As the effects of COVID-19 worsen the mental health of those in our communities, the County Commissioners Association of Pennsylvania (CCAP) is reiterating its previously announced top legislative priority for 2020, calling for a sustainable investment in mental health community base funding from the General Assembly and Wolf Administration.
Community-based mental health services—such as community residential programs, family-based support, outpatient care and crisis intervention—are critical to the well-being of residents. Funding levels for county mental health services have direct impacts on whether these important community and family supports will be available, including expanded services, beds and diversions.

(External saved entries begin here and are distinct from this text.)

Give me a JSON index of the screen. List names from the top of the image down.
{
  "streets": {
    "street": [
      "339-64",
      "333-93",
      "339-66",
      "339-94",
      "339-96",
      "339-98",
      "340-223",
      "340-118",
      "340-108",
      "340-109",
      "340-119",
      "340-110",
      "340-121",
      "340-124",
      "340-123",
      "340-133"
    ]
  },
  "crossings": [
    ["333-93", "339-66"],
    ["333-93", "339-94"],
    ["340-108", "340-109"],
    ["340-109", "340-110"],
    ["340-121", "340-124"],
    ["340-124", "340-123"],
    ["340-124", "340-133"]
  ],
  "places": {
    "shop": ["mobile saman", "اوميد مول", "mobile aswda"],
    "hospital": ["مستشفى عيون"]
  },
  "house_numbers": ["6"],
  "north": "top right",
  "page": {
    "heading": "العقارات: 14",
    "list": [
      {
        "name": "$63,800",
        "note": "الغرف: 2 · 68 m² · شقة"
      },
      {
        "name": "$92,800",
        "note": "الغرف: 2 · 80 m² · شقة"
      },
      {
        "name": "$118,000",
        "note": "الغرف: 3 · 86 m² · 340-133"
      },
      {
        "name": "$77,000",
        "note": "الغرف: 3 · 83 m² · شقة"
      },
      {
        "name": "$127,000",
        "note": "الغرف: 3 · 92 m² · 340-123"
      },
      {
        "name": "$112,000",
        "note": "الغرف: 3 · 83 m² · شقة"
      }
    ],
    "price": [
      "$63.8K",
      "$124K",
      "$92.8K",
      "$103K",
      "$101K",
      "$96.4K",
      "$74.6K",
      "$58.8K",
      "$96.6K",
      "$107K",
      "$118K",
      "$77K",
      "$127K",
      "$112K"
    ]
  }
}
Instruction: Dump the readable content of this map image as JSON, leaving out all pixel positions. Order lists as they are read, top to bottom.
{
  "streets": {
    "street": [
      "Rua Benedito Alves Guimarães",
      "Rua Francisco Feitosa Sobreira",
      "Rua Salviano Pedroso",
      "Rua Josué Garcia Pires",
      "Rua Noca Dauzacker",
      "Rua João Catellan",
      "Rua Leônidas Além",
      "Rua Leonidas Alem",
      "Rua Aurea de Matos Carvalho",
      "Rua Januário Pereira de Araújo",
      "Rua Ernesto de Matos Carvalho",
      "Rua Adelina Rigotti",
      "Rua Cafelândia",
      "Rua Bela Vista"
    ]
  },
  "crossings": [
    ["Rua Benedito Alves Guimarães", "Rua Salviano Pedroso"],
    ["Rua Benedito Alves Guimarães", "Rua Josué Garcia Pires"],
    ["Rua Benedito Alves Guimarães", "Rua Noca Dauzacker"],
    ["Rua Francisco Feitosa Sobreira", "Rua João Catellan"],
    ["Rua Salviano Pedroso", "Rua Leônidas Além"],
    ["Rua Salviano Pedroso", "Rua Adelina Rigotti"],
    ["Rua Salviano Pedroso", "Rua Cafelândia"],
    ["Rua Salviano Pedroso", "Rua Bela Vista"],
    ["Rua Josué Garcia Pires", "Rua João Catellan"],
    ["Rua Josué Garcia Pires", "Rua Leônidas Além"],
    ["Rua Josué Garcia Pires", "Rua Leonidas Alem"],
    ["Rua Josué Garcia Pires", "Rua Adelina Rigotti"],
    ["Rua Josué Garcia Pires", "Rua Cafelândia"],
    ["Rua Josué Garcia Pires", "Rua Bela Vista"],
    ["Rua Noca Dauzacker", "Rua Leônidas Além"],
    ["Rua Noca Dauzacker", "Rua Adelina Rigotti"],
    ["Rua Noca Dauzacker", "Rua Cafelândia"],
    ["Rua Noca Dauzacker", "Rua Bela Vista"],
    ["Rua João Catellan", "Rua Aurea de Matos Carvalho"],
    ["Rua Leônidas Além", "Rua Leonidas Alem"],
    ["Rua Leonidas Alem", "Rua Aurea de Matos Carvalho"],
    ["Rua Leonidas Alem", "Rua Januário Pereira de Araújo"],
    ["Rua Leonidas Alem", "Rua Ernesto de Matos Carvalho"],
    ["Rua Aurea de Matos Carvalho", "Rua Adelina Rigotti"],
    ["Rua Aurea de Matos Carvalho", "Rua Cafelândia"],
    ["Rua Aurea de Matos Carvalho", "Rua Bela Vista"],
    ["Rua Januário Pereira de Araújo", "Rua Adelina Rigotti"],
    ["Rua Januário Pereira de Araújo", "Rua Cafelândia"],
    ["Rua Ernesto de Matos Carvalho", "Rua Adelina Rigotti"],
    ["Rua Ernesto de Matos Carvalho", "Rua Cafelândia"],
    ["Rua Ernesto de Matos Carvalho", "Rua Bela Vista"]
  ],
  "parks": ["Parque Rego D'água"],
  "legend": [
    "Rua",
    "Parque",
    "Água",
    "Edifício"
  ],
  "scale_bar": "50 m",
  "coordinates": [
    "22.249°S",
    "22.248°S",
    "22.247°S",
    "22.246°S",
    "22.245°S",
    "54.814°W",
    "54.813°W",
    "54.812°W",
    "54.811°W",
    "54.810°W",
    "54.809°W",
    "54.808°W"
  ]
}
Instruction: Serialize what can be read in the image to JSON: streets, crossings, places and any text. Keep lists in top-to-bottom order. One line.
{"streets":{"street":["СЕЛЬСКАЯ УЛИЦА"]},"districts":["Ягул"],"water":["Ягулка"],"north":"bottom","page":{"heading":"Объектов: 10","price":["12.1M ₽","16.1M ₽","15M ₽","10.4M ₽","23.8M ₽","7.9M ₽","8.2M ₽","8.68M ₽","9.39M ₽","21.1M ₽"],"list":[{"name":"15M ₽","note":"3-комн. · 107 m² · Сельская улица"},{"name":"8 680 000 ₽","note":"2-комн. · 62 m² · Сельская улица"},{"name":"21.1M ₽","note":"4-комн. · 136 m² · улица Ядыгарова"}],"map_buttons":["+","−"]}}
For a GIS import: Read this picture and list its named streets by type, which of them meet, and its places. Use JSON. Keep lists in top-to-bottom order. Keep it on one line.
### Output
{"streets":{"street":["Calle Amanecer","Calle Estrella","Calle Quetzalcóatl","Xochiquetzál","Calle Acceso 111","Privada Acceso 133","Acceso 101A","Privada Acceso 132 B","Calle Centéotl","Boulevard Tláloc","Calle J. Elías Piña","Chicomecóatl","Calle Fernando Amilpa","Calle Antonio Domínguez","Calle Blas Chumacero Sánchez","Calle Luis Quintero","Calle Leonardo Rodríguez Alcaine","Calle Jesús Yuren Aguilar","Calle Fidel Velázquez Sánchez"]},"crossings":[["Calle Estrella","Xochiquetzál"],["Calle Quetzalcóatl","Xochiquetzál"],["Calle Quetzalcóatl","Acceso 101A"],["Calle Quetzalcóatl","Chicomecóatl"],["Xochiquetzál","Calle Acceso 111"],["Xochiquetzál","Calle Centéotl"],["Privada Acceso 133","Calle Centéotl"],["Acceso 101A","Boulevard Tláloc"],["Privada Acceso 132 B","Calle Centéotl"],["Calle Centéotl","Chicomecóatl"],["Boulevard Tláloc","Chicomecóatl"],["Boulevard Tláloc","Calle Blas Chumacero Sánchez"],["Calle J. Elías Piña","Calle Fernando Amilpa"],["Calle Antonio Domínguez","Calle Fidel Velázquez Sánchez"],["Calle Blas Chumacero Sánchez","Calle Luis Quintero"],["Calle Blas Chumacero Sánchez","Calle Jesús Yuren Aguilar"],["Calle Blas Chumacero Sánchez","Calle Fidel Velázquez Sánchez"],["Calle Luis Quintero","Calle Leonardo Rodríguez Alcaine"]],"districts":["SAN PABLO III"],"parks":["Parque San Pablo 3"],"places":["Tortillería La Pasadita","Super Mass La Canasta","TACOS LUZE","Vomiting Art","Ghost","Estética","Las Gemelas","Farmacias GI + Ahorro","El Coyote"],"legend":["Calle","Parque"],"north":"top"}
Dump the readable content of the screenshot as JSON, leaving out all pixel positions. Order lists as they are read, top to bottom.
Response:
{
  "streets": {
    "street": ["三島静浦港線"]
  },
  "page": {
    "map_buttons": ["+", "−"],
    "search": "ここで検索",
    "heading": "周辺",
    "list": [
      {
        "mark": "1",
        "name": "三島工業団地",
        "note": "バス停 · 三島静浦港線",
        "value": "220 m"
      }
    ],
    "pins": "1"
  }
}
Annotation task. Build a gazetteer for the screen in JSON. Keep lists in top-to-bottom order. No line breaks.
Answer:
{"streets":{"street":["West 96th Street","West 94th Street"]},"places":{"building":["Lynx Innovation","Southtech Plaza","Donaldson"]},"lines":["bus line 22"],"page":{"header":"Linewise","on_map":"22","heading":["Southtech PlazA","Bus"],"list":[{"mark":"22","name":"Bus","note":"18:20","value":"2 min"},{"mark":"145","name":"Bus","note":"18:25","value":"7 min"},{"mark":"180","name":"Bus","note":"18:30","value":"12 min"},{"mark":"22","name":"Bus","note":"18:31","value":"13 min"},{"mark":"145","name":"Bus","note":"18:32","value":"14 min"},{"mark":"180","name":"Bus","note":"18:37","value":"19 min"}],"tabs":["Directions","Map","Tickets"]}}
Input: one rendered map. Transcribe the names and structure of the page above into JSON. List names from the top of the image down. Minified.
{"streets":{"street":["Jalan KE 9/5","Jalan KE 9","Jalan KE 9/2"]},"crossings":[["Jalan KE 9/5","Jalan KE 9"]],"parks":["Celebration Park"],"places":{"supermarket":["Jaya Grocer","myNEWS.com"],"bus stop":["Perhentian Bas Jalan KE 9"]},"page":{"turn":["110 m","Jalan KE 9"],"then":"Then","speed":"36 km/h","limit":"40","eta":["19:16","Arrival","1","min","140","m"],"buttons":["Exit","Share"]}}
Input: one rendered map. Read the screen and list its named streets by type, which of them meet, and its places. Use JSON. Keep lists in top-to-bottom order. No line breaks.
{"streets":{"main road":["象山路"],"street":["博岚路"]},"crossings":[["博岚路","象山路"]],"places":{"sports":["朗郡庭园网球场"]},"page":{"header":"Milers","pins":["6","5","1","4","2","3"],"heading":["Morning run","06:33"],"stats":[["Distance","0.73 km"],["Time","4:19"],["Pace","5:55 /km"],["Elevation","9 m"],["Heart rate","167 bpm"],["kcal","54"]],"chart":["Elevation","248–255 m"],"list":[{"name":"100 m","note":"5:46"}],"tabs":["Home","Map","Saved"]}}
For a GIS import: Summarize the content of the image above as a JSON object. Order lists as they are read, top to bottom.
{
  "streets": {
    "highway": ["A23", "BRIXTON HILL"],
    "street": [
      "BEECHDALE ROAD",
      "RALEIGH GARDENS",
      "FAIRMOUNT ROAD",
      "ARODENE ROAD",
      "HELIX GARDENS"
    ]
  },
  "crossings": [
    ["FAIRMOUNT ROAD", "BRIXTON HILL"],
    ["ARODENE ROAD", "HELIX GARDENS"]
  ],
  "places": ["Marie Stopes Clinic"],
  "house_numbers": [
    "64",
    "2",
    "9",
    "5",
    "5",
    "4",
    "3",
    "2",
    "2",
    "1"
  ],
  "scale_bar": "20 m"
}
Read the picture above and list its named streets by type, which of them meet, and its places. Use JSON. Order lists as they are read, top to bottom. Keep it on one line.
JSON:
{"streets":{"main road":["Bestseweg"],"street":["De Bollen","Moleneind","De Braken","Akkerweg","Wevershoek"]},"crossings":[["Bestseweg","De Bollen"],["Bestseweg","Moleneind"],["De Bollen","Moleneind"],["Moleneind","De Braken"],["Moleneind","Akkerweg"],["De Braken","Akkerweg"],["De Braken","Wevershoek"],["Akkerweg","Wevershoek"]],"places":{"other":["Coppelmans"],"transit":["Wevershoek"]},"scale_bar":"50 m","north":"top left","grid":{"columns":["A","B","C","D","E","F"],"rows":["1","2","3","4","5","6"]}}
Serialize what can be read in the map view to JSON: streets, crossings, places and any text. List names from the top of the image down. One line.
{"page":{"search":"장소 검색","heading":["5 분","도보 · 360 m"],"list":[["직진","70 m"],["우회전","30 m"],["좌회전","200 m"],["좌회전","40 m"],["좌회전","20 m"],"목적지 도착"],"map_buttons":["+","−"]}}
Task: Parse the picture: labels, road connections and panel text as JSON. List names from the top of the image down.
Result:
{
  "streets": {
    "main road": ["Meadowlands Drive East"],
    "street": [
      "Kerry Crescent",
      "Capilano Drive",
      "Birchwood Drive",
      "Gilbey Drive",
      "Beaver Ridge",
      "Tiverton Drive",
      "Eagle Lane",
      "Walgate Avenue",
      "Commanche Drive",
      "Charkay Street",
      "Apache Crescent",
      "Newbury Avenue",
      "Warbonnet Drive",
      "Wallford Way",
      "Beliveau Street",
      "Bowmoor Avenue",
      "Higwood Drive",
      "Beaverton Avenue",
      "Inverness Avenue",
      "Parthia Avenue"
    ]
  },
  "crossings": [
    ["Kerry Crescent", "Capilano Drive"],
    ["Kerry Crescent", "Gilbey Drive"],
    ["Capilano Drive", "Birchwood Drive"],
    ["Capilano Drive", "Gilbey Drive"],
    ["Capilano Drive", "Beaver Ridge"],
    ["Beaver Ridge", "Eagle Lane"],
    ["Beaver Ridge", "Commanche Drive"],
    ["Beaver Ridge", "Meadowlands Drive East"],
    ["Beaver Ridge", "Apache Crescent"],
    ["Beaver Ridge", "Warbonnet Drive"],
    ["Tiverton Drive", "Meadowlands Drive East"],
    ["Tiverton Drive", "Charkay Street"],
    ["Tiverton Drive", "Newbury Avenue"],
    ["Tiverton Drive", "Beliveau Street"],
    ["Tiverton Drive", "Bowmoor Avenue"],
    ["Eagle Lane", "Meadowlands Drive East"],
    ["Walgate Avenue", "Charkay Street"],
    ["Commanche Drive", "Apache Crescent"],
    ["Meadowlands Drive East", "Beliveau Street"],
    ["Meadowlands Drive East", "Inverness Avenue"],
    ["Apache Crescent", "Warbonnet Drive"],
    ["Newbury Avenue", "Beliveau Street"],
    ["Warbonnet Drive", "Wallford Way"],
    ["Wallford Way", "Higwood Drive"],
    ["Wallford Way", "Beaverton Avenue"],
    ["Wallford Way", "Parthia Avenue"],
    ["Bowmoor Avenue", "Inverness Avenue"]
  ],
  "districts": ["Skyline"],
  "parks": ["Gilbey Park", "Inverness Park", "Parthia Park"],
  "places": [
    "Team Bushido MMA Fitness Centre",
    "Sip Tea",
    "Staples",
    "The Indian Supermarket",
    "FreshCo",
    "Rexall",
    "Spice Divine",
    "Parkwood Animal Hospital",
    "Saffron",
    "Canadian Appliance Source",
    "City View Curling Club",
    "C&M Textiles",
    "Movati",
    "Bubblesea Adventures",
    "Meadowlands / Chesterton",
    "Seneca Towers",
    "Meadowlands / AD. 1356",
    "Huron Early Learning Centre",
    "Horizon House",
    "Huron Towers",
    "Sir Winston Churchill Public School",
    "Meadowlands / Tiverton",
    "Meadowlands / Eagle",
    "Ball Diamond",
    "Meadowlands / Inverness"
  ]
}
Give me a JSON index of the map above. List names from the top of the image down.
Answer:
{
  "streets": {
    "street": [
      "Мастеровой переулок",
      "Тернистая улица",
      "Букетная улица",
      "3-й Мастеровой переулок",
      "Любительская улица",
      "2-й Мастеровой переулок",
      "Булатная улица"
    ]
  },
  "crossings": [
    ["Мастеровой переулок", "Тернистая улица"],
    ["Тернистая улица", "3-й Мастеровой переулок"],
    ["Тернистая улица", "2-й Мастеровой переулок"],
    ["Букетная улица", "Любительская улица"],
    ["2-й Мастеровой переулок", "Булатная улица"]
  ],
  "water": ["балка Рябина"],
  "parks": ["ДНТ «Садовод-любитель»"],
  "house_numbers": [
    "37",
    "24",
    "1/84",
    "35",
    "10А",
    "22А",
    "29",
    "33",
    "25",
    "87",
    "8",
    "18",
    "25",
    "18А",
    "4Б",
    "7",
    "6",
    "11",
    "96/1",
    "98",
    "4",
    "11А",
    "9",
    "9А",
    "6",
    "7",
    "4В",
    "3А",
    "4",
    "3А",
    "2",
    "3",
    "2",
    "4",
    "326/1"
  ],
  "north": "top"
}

Jeff Snyder, CCAP president and Clinton County commissioner, noted, “No one could have imagined at that time just how much more critical those community-based mental health services would become in just a few months. The suffering of those in need has been multiplied as their previously normal routine has been uprooted by the coronavirus pandemic. Now, more than ever, a sustainable investment is needed in mental health community base funding so that counties can continue to provide services to strengthen and secure the social services safety net.”
Even before the pandemic, counties’ abilities to meet service needs had been compromised by stagnant funding over the past decade, at the same time that mandates, service needs and demands continued to increase.
Snyder continued, “While we understand that the state will be considering its own budget implications from unexpected revenue shortfalls, we must remember that the state and counties are partners in effectively maintaining healthy, safe and resilient communities. As we emerge from our stay-at-home order and the initial grip of COVID-19, more than ever, our citizens need close collaboration between the legislature, the administration and counties to properly address the mental health system as a whole.”